Antibody drugs conjugates in non-small cell lung cancer: current status and challenges

Affiliations
Review

Antibody drugs conjugates in non-small cell lung cancer: current status and challenges

Arjun Syal et al. Oncologist. .

Abstract

Background: Antibody-drug conjugates (ADCs) are an emerging class of therapeutics that combine the specificity of monoclonal antibodies with cytotoxic or immune-stimulatory payloads. In non-small cell lung cancer (NSCLC), they offer a novel strategy with potential in both first-line therapy and in cases to overcome resistance to existing targeted and immune-based therapies.

Objective: To review the clinical development, efficacy, safety, biomarker strategies, and emerging targets of ADCs in NSCLC, with a focus on implications for practice and ongoing challenges.

Methods: We conducted a comprehensive literature review of published trials, conference abstracts, and press releases evaluating ADCs in NSCLC, with attention to target antigens, clinical trial outcomes, and biomarker approaches.

Results: ADCs targeting HER2, TROP2, and c-MET have received regulatory approval in NSCLC, with demonstrated efficacy-particularly in biomarker-selected populations.

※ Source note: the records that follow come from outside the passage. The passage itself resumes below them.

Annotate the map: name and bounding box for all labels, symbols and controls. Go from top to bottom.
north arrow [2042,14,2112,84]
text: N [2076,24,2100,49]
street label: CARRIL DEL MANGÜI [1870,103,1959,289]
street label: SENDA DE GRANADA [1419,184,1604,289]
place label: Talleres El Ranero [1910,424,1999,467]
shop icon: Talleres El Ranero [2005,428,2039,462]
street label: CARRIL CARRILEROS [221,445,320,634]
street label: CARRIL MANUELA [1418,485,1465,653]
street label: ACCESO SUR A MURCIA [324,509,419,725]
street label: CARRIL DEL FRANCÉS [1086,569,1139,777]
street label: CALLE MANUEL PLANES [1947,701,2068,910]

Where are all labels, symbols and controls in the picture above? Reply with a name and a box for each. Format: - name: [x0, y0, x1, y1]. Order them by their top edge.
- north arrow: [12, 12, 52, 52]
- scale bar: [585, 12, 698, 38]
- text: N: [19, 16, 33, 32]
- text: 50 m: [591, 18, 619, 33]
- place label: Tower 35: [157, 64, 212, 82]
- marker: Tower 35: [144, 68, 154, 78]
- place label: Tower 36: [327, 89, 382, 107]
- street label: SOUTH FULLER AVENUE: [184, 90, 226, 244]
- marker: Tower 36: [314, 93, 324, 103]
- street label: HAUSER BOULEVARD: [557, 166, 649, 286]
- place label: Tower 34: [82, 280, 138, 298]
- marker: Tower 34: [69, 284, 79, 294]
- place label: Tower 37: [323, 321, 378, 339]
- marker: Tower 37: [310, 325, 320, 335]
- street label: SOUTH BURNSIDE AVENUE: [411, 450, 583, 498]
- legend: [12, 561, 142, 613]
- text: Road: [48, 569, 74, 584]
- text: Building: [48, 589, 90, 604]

Bispecific HER3/epidermal growth factor receptor (EGFR)-directed ADCs have shown encouraging activity in early phase studies, with ongoing trials expected to clarify durability and optimal patient selection. Other targets such as ITGB6, B7-H3, and AXL have shown early signals of efficacy. Predictive biomarkers vary in reliability, and mutation, amplification, or protein expression do not uniformly predict response. Toxicity and acquired resistance remain key challenges; improved diagnostics may enhance patient selection.

Conclusion: ADCs are poised to reshape the therapeutic landscape of NSCLC. Their success will hinge on refining biomarker strategies, managing toxicity, and integrating resistance-mitigating approaches such as bispecific constructs or rational combinations. As research advances, ADCs may become essential components of personalized therapy across a range of molecular and histologic NSCLC subtypes.

Keywords: ADC; NSCLC; antibody–drug conjugate; biomarkers; non–small cell lung cancer; thoracic oncology.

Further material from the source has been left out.